When I was younger, I used to play a fair bit with car speakers and connect them to my home Pioneer hifi separates. I blew a couple of speakers in this way (as you do) and when I discussed it with an installer a while later was told that this was due to the impedance on the car speakers being 4 ohm and the house speakers being 8 Ohm. He suggested 'wiring the speakers as a pair' in parallel or series - I forget which, but basically I think he meant splitting the source wire into two sources and then feed to a speaker each one. This should in theory bring the total impedance to 8Ohm. Now I am all grown up (36) I am looking to install a home AV system around several rooms in the house and am wondering whether or not I could use something like this to utilise car speakers in the ceiling in place of very expensive house speakers which are fitted into the roof (they all seem to be over £100 \ £150 a pair!!) I'd like some common sense advice here please, is there a way I can wire a pair of car speakers to provide some sound around the house (cheaply) or do I HAVE to go with dedicated 8Ohm house speakers for the job. Aside from anything else, it seems as though there is an awful lot more choice when it comes to car speakers than there is for in-ceiling house speakers. Is it bad for the speakers, or amp or what? I'm looking for background to medium type noise levels etc, I'm not turning the house into a nightclub!! Thanks in advance guys!! Jag
If you wire the speakers as a pair in parallel; (For two 4ohms car speakers) 1/R=1/4 + 1/4 1/R=2/4=1/2 R=2 ohms (the resistance value you'll get) (don't even think of trying it!) in serial; R=4+4 R=8 ohms (this mostly fits to home amplifiers, however, they provide 6ohms as well) I recommend that you use reasonable 8ohms speakers for the home theater amplifier you have. Despite the fact that the impedance value fits to 8ohms when you wire two car speakers as a pair in serial, this type of connection will tire your amp as well as the capacitors of the car speakers. Furthermore, you can get unwanted peak sounds from car speakers.

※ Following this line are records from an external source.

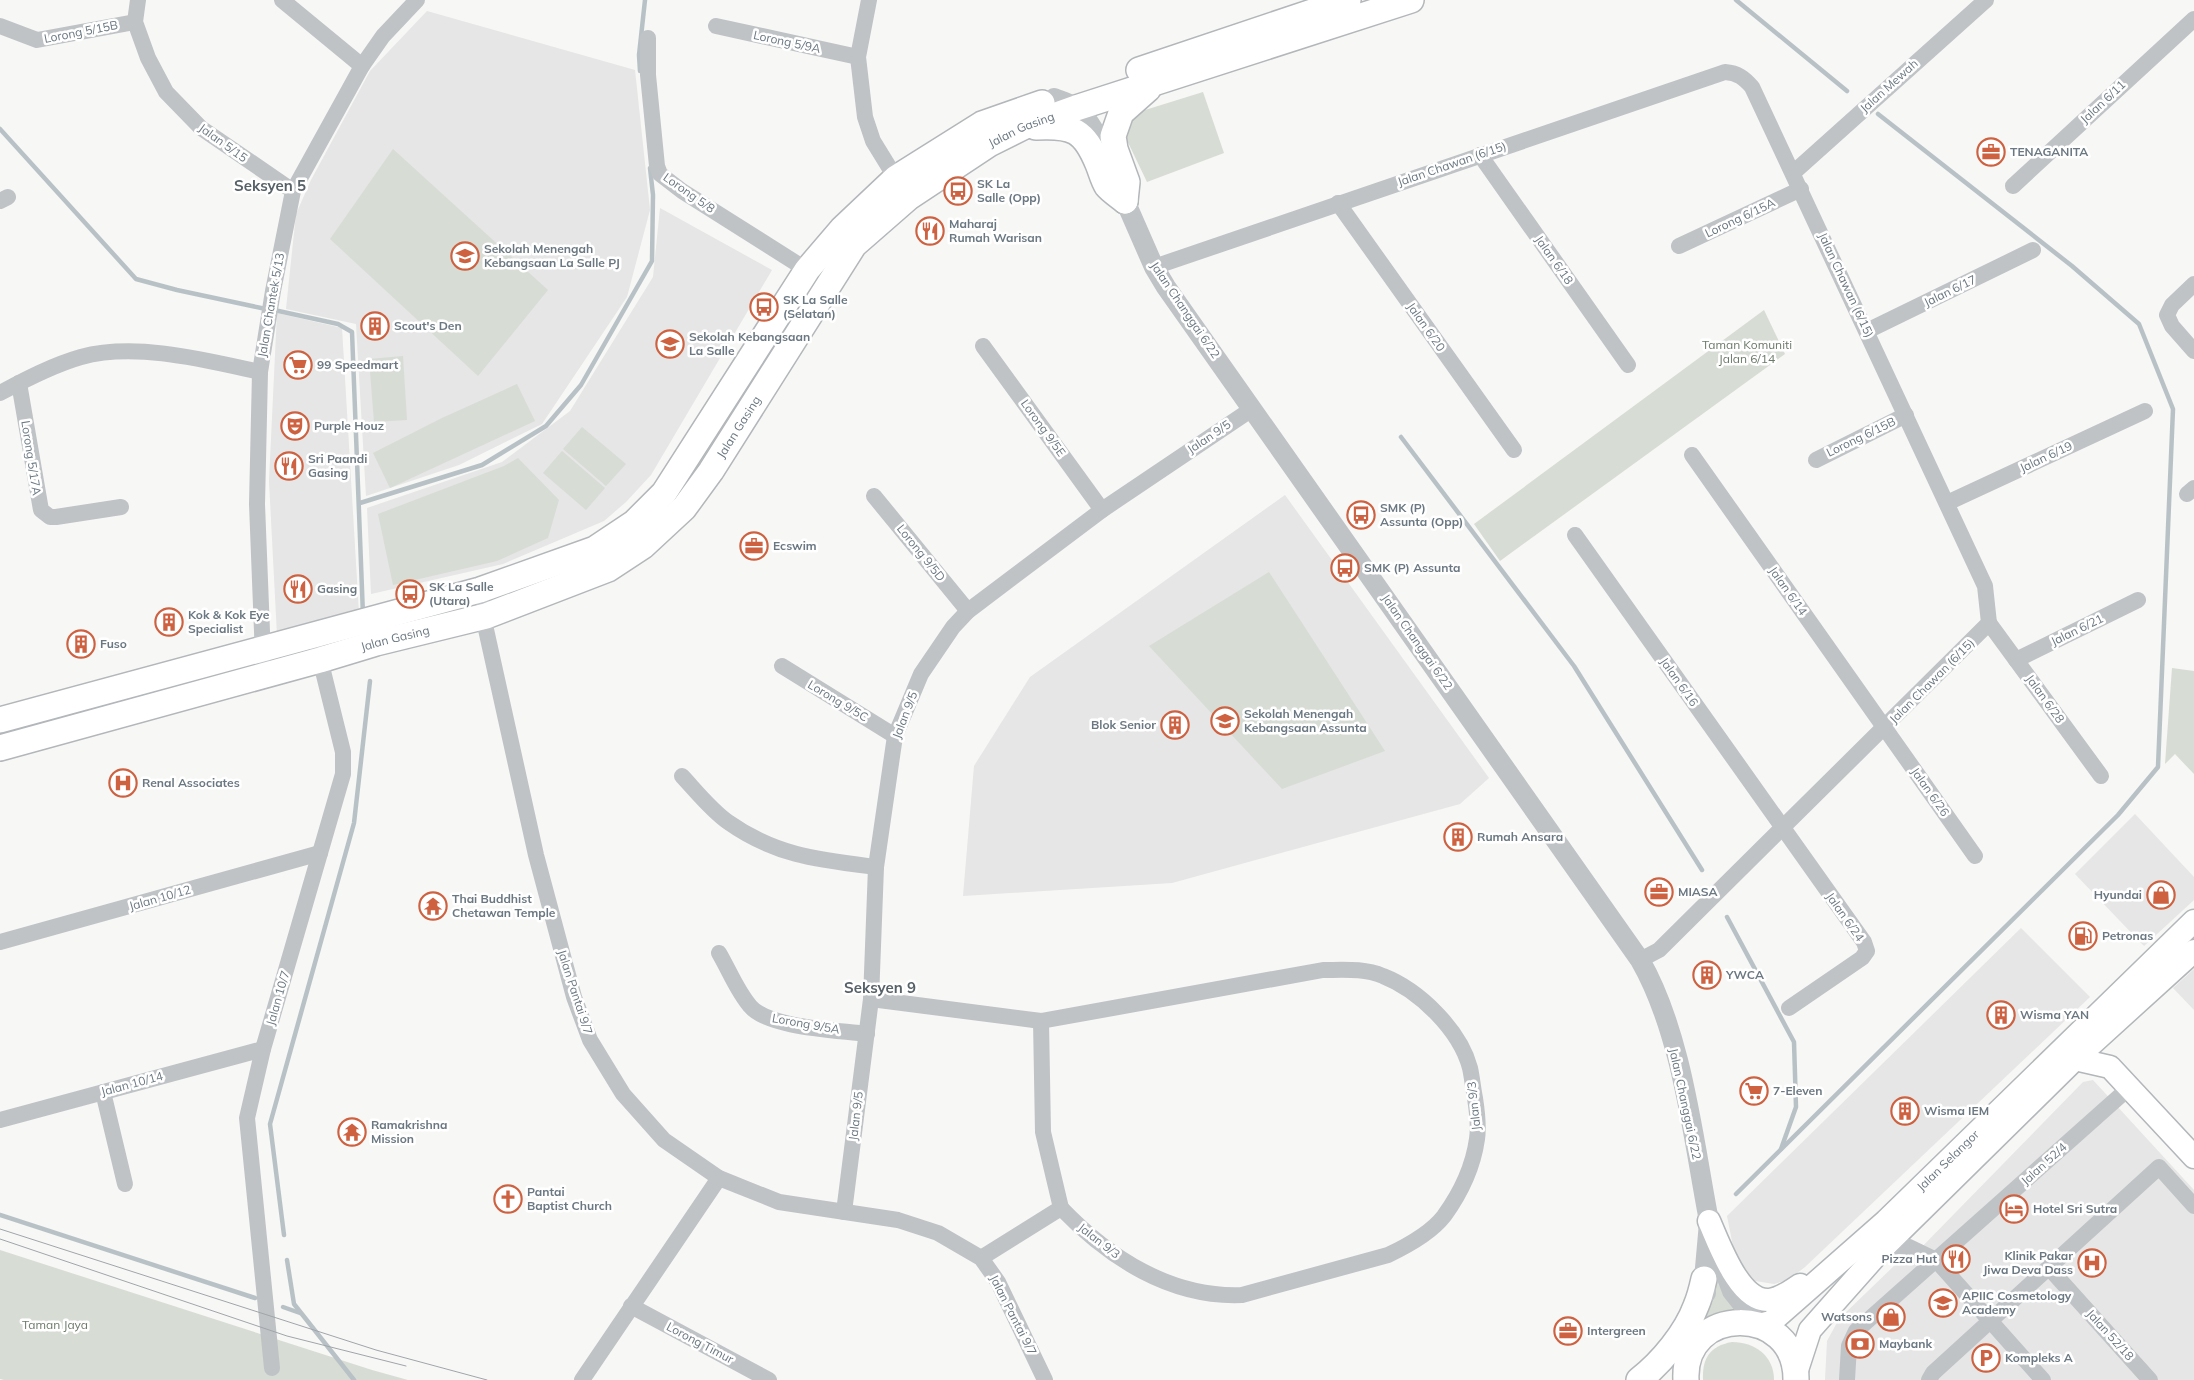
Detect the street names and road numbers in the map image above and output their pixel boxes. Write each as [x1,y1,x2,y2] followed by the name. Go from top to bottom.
[43,17,119,46] street label: Lorong 5/15B
[752,27,822,56] street label: Lorong 5/9A
[1857,56,1921,116] street label: Jalan Mewah
[2077,77,2128,126] street label: Jalan 6/11
[986,108,1056,150] street label: Jalan Gasing
[196,120,251,165] street label: Jalan 5/15
[1395,138,1508,189] street label: Jalan Chawan (6/15)
[661,169,718,216] street label: Lorong 5/8
[1702,195,1777,240] street label: Lorong 6/15A
[1816,230,1877,340] street label: Jalan Chawan (6/15)
[1532,232,1577,287] street label: Jalan 6/18
[254,251,287,358] street label: Jalan Chantek 5/13
[1147,258,1223,361] street label: Jalan Changgai 6/22
[1921,271,1978,310] street label: Jalan 6/17
[1404,299,1449,354] street label: Jalan 6/20
[713,393,764,461] street label: Jalan Gasing
[1018,396,1069,459] street label: Lorong 9/5E
[1824,413,1898,460] street label: Lorong 6/15B
[1184,417,1233,457] street label: Jalan 9/5
[18,419,45,497] street label: Lorong 5/17A
[2017,438,2075,475] street label: Jalan 6/19
[894,521,949,584] street label: Lorong 9/5D
[1766,563,1811,618] street label: Jalan 6/14
[1379,591,1456,693] street label: Jalan Changgai 6/22
[2048,610,2105,649] street label: Jalan 6/21
[359,622,431,654] street label: Jalan Gasing
[1886,635,1977,726] street label: Jalan Chawan (6/15)
[1657,654,1702,709] street label: Jalan 6/16
[2023,671,2068,726] street label: Jalan 6/28
[805,677,871,724] street label: Lorong 9/5C
[889,689,920,740] street label: Jalan 9/5
[1908,764,1953,819] street label: Jalan 6/26
[127,882,193,913] street label: Jalan 10/12
[1823,889,1868,944] street label: Jalan 6/24
[555,948,596,1036] street label: Jalan Pantai 9/7
[263,969,293,1027] street label: Jalan 10/7
[771,1010,841,1037] street label: Lorong 9/5A
[1666,1047,1705,1161] street label: Jalan Changgai 6/22
[99,1068,165,1099] street label: Jalan 10/14
[1463,1081,1484,1131] street label: Jalan 9/3
[845,1091,866,1141] street label: Jalan 9/5
[1913,1126,1982,1194] street label: Jalan Selangor
[2018,1139,2070,1188] street label: Jalan 52/4
[1075,1220,1123,1262] street label: Jalan 9/3
[987,1272,1040,1358] street label: Jalan Pantai 9/7
[2084,1306,2137,1363] street label: Jalan 52/18
[664,1319,737,1367] street label: Lorong Timur

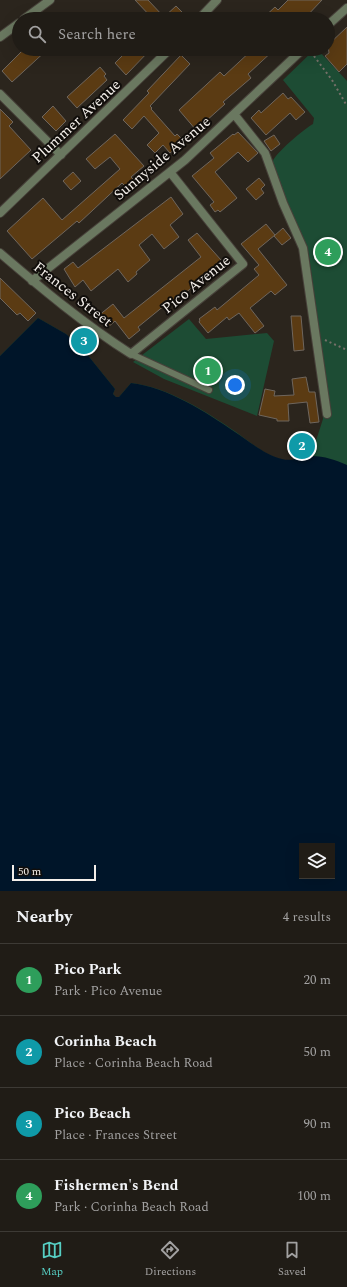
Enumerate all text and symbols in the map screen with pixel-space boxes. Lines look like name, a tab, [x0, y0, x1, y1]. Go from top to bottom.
search box	[12, 12, 335, 56]
icon: search	[26, 23, 48, 45]
text: Search here	[58, 23, 136, 46]
street label: Plummer Avenue	[27, 74, 126, 169]
street label: Sunnyside Avenue	[109, 111, 216, 206]
pin: 4	[315, 237, 341, 267]
street label: Pico Avenue	[157, 249, 236, 319]
street label: Frances Street	[28, 256, 117, 333]
pin: 3	[71, 326, 97, 356]
pin: 1	[195, 356, 221, 386]
your location	[225, 375, 245, 395]
pin: 2	[289, 431, 315, 461]
map controls	[299, 843, 335, 879]
button: layers	[299, 843, 335, 879]
scale bar	[12, 863, 96, 882]
text: 50 m	[18, 863, 41, 880]
text: Nearby	[16, 904, 72, 930]
text: 4 results	[283, 907, 331, 927]
text: Pico Park	[54, 958, 122, 981]
text: 1	[25, 970, 33, 990]
text: 20 m	[304, 970, 331, 990]
text: Park · Pico Avenue	[54, 981, 162, 1001]
text: Corinha Beach	[54, 1030, 157, 1053]
text: 2	[25, 1042, 33, 1062]
text: 50 m	[304, 1042, 331, 1062]
text: Place · Corinha Beach Road	[54, 1053, 213, 1073]
text: Pico Beach	[54, 1102, 131, 1125]
text: 3	[25, 1114, 33, 1134]
text: 90 m	[304, 1114, 331, 1134]
text: Place · Frances Street	[54, 1125, 177, 1145]
text: Fishermen's Bend	[54, 1174, 179, 1197]
text: 4	[25, 1186, 33, 1206]
text: 100 m	[297, 1186, 331, 1206]
text: Park · Corinha Beach Road	[54, 1197, 209, 1217]
tab: Map	[41, 1239, 63, 1280]
tab: Directions	[145, 1239, 196, 1280]
tab: Saved	[278, 1239, 306, 1280]

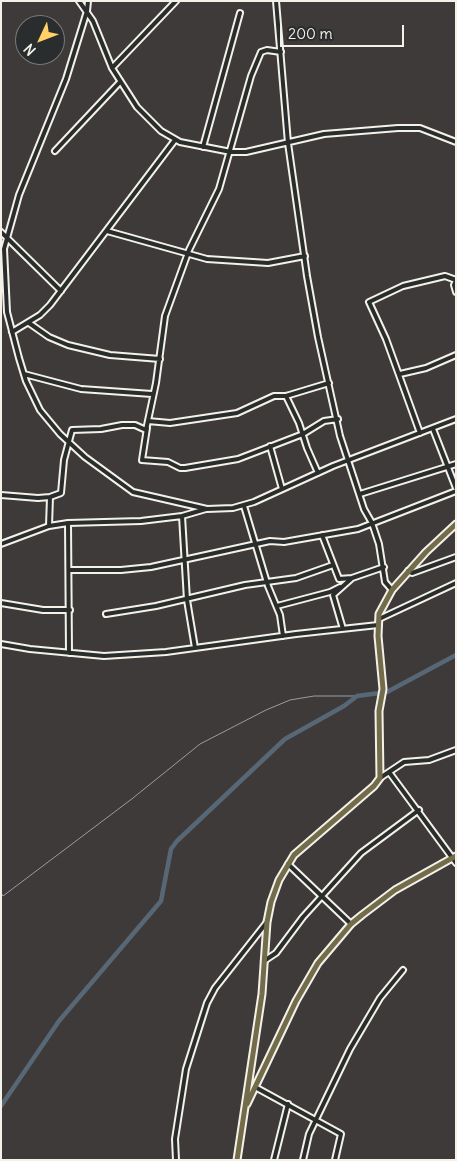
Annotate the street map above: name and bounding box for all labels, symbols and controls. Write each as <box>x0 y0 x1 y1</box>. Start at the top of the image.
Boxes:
north arrow <box>15 15 65 65</box>
scale bar <box>282 15 406 47</box>
text: 200 m <box>288 24 333 43</box>
text: N <box>20 40 40 59</box>

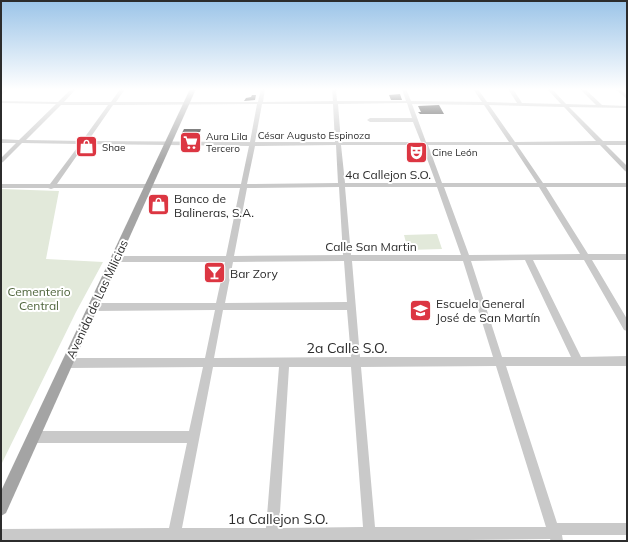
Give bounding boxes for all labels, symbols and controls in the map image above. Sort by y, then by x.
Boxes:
supermarket icon: Aura Lila Tercero [177,129,203,155]
street label: César Augusto Espinoza [258,129,370,142]
place label: Aura Lila Tercero [206,130,248,155]
shop icon: Shae [73,134,99,160]
theatre icon: Cine León [403,139,429,165]
place label: Shae [102,141,126,154]
place label: Cine León [432,146,478,159]
street label: 4a Callejon S.O. [345,167,431,182]
place label: Banco de Balineras, S.A. [174,191,254,220]
shop icon: Banco de Balineras, S.A. [145,192,171,218]
street label: Avenida de Las Milicias [63,237,131,361]
street label: Calle San Martin [325,239,417,254]
bar icon: Bar Zory [201,260,227,286]
place label: Bar Zory [230,266,278,281]
park label: Cementerio Central [7,284,71,313]
place label: Escuela General José de San Martín [436,296,540,325]
school or university icon: Escuela General José de San Martín [407,297,433,323]
street label: 2a Calle S.O. [307,339,387,357]
street label: 1a Callejon S.O. [228,510,328,528]

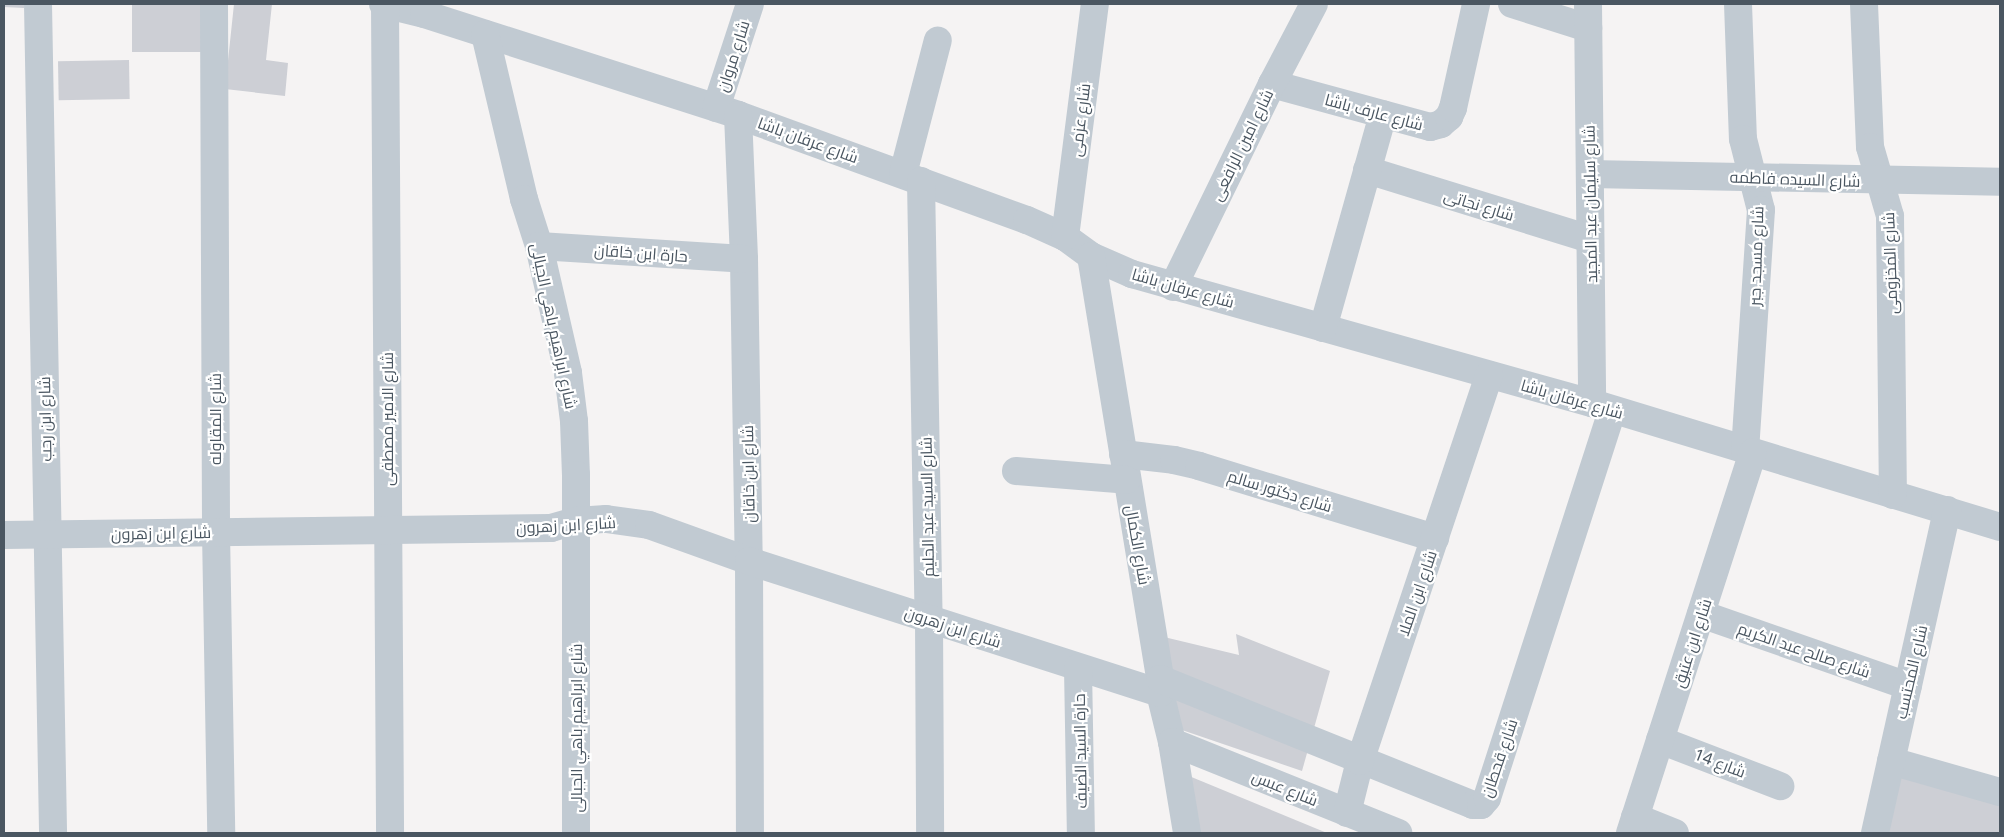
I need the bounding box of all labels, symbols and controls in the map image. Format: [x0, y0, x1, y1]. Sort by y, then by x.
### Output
street label: شارع مروان [712, 18, 754, 94]
street label: شارع عزمى [1066, 82, 1094, 158]
street label: شارع امين الرافعى [1207, 86, 1277, 204]
street label: شارع عارف باشا [1323, 90, 1425, 134]
street label: شارع عرفان باشا [755, 113, 861, 167]
street label: شارع سليمان عبد المجيد [1579, 125, 1601, 283]
street label: شارع السيده فاطمه [1729, 167, 1861, 191]
street label: شارع نجاتى [1442, 185, 1516, 225]
street label: شارع مسجد جبر [1745, 206, 1767, 306]
street label: شارع المخزومى [1879, 212, 1901, 314]
street label: حارة ابن خاقان [593, 240, 689, 266]
street label: شارع ابراهيم باهي الجبالى [527, 241, 581, 411]
street label: شارع عرفان باشا [1130, 264, 1236, 312]
street label: شارع الامير مصطفى [377, 352, 397, 486]
street label: شارع المقاوله [205, 373, 225, 465]
street label: شارع عرفان باشا [1519, 375, 1625, 423]
street label: شارع ابن رجب [35, 376, 55, 462]
street label: شارع ابن خاقان [738, 425, 758, 523]
street label: شارع السيد عبد الحليم [916, 437, 938, 577]
street label: شارع دكتور سالم [1226, 466, 1334, 516]
street label: شارع الكمال [1122, 504, 1154, 586]
street label: شارع ابن زهرون [515, 513, 617, 537]
street label: شارع ابن زهرون [111, 523, 211, 543]
street label: شارع ابن الملا [1393, 548, 1441, 638]
street label: شارع ابن عتيق [1669, 596, 1715, 690]
street label: شارع ابن زهرون [902, 602, 1004, 652]
street label: شارع صالح عبد الكريم [1735, 618, 1873, 682]
street label: شارع المحتسب [1891, 623, 1931, 721]
street label: شارع ابراهيم باهي الجبالى [566, 643, 586, 813]
street label: حارة السيد الضيف [1069, 693, 1091, 809]
street label: شارع قحطان [1477, 716, 1521, 800]
street label: شارع 14 [1692, 744, 1748, 782]
street label: شارع عبس [1249, 766, 1321, 810]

Question: Although you can get good sound with the car stereo speakers using EQ (and maybe a notch filter or two in the crossover), will you get good dispersion? Car speakers are designed to operate in an enclosed air space in front of the cone (the car's cabin), while the back air enclosure is either very limited in size (a door, for example) or VERY spacious (a trunk). Those considerations make me wonder if the dispersion will be less than optimal.